2

From my experience and also by reading papers I noticed that in the Machine Learning / applied statistics world, when tuning hyperparameters there are basically two approaches: (1) some simple search algorithms (e.g. Grid/Random Search) or (2) some complex methods (CMA-ES, TPE, Bayesian Optimization).

However, there are some methods that lie in the middle and belong to the sampling family such as Latin-Hypercube (n-Rooks), Jittered, Blue Noise, Multi-Jittered, and Quasi Monte Carlo (Halton, Sobol or similar Sequences).

Those methods are heavily used in other science fields such as computer graphics but not so much in ML. This can be seen for example in the scikit-learn Python package where there is no such sampling methods whereas GridSearch is present.

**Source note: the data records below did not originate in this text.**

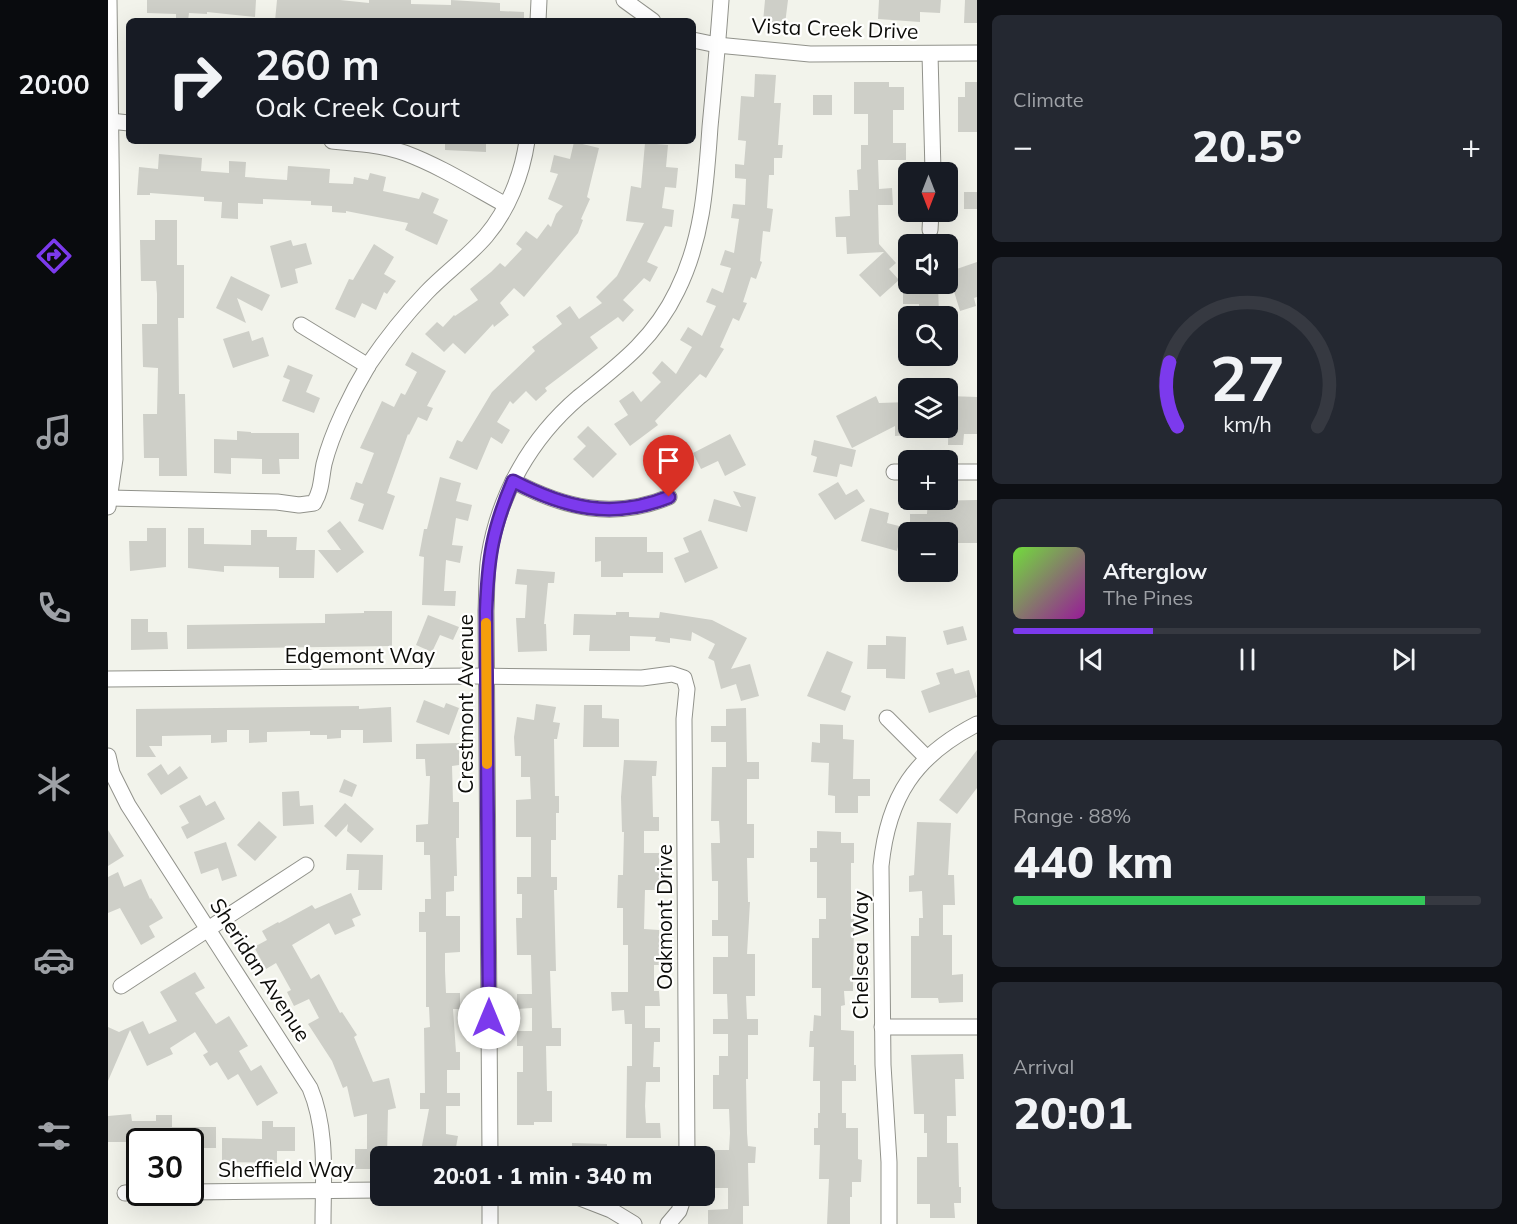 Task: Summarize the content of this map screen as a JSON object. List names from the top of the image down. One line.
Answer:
{"streets":{"street":["Vista Creek Drive","Edgemont Way","Crestmont Avenue","Oakmont Drive","Chelsea Way","Sheridan Avenue","Sheffield Way"]},"crossings":[["Vista Creek Drive","Crestmont Avenue"],["Edgemont Way","Crestmont Avenue"],["Edgemont Way","Oakmont Drive"],["Sheridan Avenue","Sheffield Way"]],"north":"bottom","page":{"tabs":"20:00","tile":["Climate",["Range · 88%","440 km"],["Arrival","20:01"]],"turn":["260 m","Oak Creek Court"],"heat":["−","20.5°","+"],"map_buttons":["+","−"],"song":["Afterglow","The Pines"],"limit":"30","trip":"20:01 · 1 min · 340 m","gauge":["27","km/h"]}} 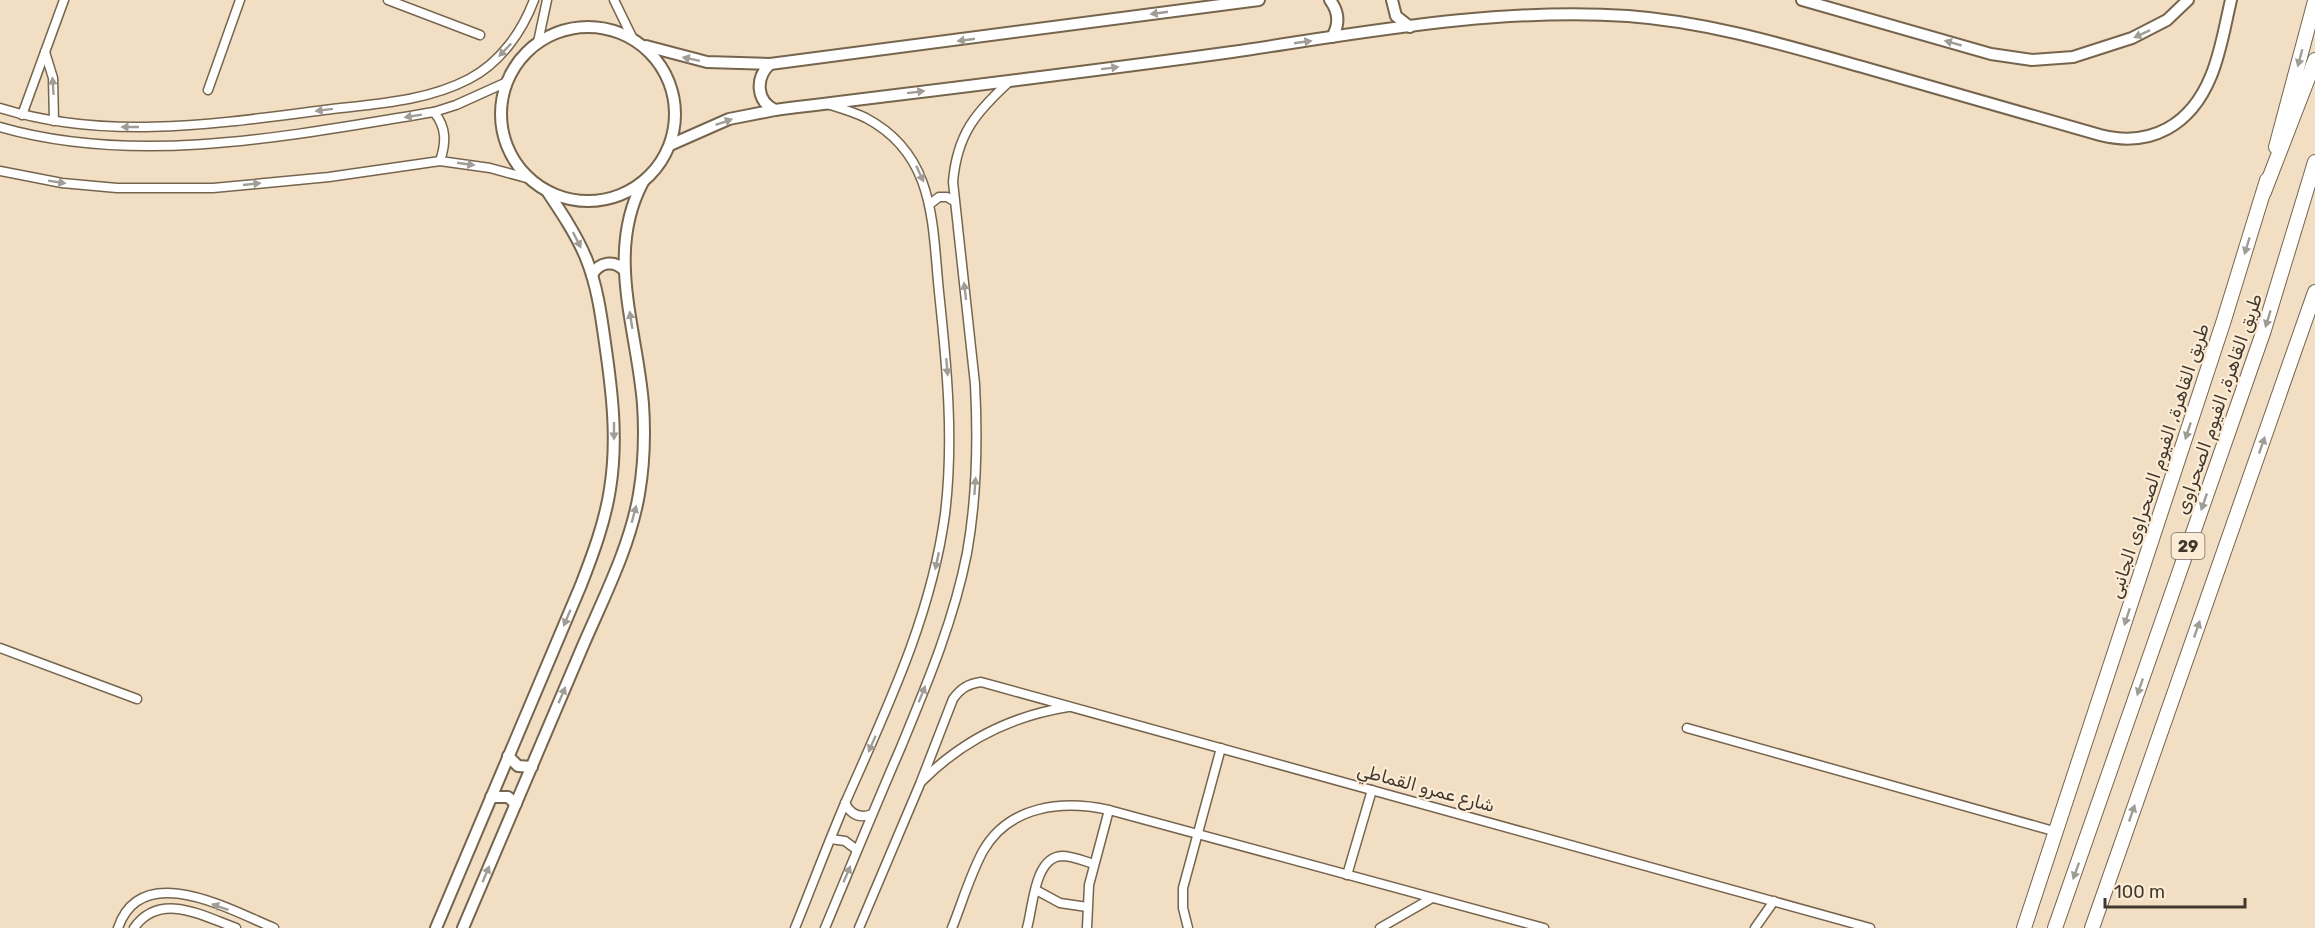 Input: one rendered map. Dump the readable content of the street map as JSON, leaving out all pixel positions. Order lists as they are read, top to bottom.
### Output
{
  "streets": {
    "main road": ["طريق القاهرة, الفيوم الصحراوى", "طريق القاهرة, الفيوم الصحراوى الجانبى", "29"],
    "street": ["شارع عمرو القماطي"]
  },
  "scale_bar": "100 m"
}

My question is then, are there reasons to not used them? Is there any survey/comparison piece of literature where this issue is addressed?

  • 1
    I don't know about the rest, but Latin hypercubes arise as a special case of pure random search, or are frequently used as a way to initialize Bayesian optimization. But I agree with the overall premise -- the methods you enumerate are not often represented in ML research; if you can demonstrate that these methods fill a niche or add value in a way not addressed by other optimization methods, you'd have a nice paper on your hands. While LIPO doesn't appear in your list, it's straightforward and has seen some usage in tuning: https://stats.stackexchange.com/questions/193306/ – Sycorax Feb 01 '21 at 02:24
  • Thanks @Sycorax ! Actually I had the idea of preparing a paper covering this topic but I wanted to make sure I am not reinventing the wheel. I've never heard of LIPO before so it is nice to have one extra option! The basic idea is to use progressive samplers because they add the nice advantage of "adding" points while keeping all the evaluated ones. Kind of Bayesian update on Posterior but with Samplers – Ezequiel Castaño Feb 01 '21 at 03:48

0 Answers0